Теперь, однако, на повестке дня у нас такие вещи, которые угрожают нашим взаимным интересам, — распространение ядерного оружия, терроризм, нестабильность на финансовых рынках, изменение климата. Говорить о возобновлении российско-американской гонки ядерных вооружений, и тем менее — о начале ядерной войны в обозримом будущем — это абсурд.
Разумеется, «в обозримом будущем» отнюдь не означает «в будущем вообще». Таким образом, пока наши отношения находятся в сравнительно нормальном состоянии, Обама и российские лидеры должны прийти к новому договору о сокращении стратегических вооружений, согласно которому обе стороны сократят свой арсенал «средств доставки» (то есть ракет высокой дальности и ядерных бомбардировщиков) примерно с 1600 до 800 единиц, а арсенал бомб и боеголовок — с 2200 до 1500 штук.
Некоторые «ястребы», например — бывшие сотрудники администрации Джорджа Буша-младшего (George W. Bush) Джон Болтон (John Bolton) и Кит Пейн (Keith Payne) осудили эти сокращения как «шокирующе» опасные и «дестабилизирующие».
Попробуем, однако, прислушаться к человеку, который знает, о чём говорит.
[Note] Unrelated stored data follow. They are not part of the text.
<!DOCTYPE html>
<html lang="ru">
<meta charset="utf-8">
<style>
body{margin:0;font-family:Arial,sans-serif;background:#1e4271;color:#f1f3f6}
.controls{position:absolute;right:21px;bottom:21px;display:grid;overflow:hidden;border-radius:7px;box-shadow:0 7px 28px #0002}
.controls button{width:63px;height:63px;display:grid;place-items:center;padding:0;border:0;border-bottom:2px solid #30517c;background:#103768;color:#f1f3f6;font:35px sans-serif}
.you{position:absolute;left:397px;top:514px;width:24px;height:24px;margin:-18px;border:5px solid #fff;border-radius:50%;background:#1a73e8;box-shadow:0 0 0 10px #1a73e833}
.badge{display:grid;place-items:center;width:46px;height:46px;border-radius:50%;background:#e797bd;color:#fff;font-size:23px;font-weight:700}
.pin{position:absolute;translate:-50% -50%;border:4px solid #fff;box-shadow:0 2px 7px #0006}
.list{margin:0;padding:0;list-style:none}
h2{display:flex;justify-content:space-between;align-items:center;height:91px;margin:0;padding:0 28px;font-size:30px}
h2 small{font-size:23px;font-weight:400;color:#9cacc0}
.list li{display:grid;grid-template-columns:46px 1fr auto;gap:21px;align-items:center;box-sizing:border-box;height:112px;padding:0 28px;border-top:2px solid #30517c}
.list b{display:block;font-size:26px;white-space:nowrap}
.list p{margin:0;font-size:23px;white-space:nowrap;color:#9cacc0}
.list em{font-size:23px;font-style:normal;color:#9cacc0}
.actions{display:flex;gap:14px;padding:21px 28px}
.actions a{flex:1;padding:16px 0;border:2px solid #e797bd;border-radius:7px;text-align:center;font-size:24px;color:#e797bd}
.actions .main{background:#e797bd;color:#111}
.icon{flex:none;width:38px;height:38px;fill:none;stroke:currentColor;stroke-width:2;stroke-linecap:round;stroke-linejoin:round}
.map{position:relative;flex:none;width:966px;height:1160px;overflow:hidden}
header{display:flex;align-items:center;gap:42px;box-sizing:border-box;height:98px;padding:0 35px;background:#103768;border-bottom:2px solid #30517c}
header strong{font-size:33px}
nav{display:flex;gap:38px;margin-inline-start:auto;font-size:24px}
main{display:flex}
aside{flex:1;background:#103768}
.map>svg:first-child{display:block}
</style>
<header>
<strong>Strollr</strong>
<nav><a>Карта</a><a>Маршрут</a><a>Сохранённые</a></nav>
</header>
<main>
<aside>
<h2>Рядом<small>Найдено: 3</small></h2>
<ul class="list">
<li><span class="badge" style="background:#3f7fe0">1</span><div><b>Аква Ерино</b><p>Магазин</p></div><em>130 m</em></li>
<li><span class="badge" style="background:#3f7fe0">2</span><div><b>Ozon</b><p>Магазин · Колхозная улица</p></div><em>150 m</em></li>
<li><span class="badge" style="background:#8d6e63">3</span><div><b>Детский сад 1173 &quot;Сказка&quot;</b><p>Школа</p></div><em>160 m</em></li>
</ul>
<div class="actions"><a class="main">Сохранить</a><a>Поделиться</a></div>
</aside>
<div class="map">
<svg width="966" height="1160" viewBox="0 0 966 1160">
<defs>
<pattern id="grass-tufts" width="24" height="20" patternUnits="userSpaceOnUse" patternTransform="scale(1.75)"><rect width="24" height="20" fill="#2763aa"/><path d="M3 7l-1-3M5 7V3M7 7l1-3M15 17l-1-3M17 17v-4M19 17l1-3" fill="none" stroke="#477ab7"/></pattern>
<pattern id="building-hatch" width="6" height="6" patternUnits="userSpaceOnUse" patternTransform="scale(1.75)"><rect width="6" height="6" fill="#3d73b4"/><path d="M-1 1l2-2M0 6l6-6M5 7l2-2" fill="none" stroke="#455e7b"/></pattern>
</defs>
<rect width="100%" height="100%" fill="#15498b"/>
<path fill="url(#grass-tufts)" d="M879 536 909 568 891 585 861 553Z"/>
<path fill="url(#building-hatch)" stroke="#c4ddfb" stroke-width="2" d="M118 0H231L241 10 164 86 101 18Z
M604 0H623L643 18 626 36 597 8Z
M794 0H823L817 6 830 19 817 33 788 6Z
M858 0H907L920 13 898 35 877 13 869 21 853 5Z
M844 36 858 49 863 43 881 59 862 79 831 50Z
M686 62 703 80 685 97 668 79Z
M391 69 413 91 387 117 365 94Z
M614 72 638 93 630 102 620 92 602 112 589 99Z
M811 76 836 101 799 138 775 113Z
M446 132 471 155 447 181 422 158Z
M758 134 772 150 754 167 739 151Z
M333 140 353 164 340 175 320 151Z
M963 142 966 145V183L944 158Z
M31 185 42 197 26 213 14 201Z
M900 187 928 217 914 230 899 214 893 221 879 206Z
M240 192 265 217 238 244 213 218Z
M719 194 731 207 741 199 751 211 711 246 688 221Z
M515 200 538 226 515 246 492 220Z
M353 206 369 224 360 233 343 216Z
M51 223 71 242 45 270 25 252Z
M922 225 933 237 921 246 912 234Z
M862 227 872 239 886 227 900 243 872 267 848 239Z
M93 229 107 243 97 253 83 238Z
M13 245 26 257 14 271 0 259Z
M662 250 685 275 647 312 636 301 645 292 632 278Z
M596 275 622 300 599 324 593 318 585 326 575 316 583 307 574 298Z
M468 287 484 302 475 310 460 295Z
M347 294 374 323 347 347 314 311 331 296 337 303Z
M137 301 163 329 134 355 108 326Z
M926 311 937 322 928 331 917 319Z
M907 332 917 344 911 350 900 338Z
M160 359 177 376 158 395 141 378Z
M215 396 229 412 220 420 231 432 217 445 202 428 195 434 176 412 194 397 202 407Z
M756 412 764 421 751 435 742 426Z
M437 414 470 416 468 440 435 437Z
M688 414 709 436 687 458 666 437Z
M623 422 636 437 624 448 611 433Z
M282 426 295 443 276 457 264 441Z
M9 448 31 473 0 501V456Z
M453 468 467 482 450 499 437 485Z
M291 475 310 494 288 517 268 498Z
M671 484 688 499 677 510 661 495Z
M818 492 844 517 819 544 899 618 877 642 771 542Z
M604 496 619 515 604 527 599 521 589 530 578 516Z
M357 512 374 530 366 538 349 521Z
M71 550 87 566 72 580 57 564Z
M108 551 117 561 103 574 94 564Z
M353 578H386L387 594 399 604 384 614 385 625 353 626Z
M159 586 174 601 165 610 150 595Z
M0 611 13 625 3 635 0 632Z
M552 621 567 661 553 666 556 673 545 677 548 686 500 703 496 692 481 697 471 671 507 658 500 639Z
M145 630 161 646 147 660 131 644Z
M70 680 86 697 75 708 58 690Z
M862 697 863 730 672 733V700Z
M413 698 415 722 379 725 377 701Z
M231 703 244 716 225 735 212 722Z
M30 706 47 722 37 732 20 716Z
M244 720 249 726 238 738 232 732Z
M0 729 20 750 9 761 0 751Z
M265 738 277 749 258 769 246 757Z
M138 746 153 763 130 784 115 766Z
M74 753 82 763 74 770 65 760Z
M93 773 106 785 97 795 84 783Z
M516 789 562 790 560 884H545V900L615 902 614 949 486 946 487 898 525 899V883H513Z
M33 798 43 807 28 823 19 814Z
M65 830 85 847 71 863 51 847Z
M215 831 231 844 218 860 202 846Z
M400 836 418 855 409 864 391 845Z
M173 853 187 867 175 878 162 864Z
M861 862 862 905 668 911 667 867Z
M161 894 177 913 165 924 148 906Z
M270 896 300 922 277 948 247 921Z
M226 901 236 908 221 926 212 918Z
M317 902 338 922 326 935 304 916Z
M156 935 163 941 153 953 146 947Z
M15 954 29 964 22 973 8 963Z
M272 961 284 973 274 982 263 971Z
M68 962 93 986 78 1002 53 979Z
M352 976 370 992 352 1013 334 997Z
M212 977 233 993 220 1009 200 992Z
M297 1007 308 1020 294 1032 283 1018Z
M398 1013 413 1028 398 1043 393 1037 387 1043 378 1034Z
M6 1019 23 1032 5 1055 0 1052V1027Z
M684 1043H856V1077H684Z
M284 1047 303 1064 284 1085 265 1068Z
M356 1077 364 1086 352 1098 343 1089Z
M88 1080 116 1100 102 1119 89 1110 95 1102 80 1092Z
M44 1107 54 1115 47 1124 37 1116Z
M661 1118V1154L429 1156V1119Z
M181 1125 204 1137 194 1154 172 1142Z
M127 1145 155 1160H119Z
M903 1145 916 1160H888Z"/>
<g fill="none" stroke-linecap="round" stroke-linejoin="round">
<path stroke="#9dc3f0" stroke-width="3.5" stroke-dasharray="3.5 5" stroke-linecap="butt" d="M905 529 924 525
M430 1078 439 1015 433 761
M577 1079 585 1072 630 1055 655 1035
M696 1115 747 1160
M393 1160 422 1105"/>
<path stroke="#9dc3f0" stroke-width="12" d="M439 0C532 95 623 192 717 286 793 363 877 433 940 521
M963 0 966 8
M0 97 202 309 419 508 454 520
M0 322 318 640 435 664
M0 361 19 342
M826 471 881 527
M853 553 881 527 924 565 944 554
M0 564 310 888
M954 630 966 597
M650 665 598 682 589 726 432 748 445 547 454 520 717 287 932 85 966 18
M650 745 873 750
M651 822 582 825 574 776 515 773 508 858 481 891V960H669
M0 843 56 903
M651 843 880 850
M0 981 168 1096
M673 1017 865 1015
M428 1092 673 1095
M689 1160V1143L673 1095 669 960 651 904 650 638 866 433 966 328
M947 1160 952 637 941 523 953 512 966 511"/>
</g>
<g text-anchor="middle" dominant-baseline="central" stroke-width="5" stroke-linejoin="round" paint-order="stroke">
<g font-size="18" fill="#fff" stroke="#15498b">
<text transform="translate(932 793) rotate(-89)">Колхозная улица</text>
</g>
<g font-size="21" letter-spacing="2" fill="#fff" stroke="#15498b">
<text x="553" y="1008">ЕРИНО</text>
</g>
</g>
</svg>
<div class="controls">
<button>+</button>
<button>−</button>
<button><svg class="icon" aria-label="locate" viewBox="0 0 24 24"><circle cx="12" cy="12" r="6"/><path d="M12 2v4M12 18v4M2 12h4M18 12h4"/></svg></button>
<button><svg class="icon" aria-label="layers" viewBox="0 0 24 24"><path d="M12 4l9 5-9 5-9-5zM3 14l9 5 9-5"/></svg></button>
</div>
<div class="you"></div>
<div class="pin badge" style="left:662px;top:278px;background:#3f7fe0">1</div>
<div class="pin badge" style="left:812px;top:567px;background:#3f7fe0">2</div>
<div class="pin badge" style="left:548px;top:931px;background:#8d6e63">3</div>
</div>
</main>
Это Франклин Миллер (Franklin C. Miller), бывший руководитель ядерно-стратегической программы Пентагона (будучи гражданским лицом, он, тем не менее, в период с 1985 по 2000 год больше всех знал о ядерных планах США и был больше всех способен влиять на них), ныне работающий частным консультантом по вопросам обороны. Сегодня утром, общаясь со мной по телефону, Миллер сказал:
«Совершенно не вижу, каким образом арсенал величиной в 1500—1600 боеголовок и 750—800 средств доставки может не удовлетворить требованиям обеспечения национальной безопасности США».
Заметим в скобках, что Болтон и люди, мыслящие схожим образом, на самом деле боятся того, что разрядка напряжённости между Россией и США чрезмерно расслабит нас; в таком случае, ядерное оружие и ядерный паритет давно стали ходовыми фишками в игре как для дипломатов, так и для тех, кто привычен к ситуации противоборства.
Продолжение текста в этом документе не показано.